### Data

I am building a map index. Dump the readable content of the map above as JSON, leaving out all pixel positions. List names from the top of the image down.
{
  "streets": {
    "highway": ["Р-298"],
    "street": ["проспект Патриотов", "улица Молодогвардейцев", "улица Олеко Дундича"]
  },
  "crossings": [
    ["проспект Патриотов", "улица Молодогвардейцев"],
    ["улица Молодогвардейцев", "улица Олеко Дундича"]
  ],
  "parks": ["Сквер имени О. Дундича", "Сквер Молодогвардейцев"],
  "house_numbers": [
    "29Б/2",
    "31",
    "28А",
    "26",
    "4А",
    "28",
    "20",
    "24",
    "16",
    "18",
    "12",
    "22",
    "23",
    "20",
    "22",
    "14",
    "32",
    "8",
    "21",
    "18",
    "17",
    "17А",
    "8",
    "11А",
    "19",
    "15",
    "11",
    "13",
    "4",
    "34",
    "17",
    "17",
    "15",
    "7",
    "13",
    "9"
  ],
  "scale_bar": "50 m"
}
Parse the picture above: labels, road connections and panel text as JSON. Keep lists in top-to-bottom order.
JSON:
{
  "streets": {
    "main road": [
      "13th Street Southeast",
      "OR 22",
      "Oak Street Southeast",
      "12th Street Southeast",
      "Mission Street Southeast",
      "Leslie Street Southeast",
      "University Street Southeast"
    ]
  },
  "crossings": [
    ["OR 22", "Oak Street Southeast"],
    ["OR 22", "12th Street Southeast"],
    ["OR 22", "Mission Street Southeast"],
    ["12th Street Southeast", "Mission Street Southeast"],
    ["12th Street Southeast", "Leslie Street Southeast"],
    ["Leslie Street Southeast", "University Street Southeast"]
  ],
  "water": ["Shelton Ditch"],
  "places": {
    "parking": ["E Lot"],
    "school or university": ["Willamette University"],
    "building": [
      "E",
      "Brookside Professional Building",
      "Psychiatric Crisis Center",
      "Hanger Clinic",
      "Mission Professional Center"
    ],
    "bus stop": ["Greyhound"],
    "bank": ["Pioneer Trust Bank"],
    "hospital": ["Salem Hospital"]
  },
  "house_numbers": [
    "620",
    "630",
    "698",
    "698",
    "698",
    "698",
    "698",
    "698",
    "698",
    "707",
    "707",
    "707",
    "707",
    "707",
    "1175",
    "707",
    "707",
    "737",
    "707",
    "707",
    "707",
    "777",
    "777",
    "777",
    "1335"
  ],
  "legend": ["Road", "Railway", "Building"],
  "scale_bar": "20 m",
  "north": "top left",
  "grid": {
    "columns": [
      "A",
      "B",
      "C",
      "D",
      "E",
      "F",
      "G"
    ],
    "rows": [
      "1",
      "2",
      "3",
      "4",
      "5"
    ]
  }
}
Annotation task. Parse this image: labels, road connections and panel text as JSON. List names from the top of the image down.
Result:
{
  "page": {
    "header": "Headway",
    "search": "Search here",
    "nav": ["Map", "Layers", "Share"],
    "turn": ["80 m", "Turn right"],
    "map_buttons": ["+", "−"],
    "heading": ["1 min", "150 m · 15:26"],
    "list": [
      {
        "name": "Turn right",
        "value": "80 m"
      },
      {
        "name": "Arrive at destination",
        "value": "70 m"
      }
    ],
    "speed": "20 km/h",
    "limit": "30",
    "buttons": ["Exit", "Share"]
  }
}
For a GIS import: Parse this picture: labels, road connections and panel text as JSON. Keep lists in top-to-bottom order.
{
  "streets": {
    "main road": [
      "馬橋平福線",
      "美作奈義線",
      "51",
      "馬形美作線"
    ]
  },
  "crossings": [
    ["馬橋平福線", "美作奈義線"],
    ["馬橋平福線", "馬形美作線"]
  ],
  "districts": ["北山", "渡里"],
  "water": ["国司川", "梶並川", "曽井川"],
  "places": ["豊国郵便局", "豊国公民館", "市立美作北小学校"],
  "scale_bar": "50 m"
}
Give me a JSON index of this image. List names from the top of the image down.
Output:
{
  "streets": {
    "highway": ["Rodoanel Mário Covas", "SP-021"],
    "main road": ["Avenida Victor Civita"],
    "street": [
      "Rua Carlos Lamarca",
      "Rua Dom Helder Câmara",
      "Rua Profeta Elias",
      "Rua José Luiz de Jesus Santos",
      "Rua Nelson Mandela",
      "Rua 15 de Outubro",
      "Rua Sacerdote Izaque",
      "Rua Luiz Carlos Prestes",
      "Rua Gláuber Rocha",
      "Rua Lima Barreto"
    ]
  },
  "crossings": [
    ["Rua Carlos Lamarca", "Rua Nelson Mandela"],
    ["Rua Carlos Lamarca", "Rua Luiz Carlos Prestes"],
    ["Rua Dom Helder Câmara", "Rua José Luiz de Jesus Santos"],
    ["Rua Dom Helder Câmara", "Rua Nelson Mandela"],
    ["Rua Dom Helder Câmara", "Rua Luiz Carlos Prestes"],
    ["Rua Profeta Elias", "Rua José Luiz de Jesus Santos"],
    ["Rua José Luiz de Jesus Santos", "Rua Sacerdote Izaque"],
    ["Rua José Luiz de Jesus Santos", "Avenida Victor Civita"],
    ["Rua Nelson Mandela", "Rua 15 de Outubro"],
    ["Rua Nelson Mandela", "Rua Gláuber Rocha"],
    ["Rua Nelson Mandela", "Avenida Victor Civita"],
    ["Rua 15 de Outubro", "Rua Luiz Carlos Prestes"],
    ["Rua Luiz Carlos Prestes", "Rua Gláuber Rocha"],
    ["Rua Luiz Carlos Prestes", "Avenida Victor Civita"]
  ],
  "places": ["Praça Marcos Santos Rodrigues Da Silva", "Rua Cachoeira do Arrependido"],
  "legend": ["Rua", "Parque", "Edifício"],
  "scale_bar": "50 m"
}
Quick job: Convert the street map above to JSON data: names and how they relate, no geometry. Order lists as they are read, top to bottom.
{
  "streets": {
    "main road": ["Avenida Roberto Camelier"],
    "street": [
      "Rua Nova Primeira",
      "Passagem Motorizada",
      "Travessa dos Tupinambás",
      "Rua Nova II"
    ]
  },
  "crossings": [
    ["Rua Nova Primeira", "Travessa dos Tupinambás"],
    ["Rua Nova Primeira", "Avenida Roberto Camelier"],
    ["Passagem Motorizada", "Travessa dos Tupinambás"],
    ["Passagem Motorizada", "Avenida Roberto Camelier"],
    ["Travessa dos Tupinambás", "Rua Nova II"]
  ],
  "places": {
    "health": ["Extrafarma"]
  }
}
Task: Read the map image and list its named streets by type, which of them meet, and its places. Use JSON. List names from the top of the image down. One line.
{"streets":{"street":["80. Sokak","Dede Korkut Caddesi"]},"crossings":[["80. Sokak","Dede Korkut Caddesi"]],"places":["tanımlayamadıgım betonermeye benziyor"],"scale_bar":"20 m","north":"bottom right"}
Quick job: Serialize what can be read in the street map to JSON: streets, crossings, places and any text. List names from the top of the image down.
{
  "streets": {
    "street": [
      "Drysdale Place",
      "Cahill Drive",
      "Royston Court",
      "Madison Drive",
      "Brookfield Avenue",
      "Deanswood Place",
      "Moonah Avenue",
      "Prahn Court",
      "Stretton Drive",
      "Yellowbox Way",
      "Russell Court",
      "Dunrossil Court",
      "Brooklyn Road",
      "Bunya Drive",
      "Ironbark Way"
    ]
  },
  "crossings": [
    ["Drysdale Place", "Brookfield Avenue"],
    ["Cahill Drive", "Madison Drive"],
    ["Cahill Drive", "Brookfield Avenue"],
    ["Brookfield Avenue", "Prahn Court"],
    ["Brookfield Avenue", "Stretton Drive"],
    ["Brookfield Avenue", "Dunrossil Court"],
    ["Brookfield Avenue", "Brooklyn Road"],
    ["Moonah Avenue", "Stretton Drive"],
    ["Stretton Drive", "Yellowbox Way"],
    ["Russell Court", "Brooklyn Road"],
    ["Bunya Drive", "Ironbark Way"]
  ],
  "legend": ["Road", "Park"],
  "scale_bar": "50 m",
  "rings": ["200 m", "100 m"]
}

######

Exercise description: Only lines holding the word "Santos" belong in the answer; copy each one from the material.

Problem solution:
      "Rua José Luiz de Jesus Santos",
    ["Rua Dom Helder Câmara", "Rua José Luiz de Jesus Santos"],
    ["Rua Profeta Elias", "Rua José Luiz de Jesus Santos"],
    ["Rua José Luiz de Jesus Santos", "Rua Sacerdote Izaque"],
    ["Rua José Luiz de Jesus Santos", "Avenida Victor Civita"],
  "places": ["Praça Marcos Santos Rodrigues Da Silva", "Rua Cachoeira do Arrependido"],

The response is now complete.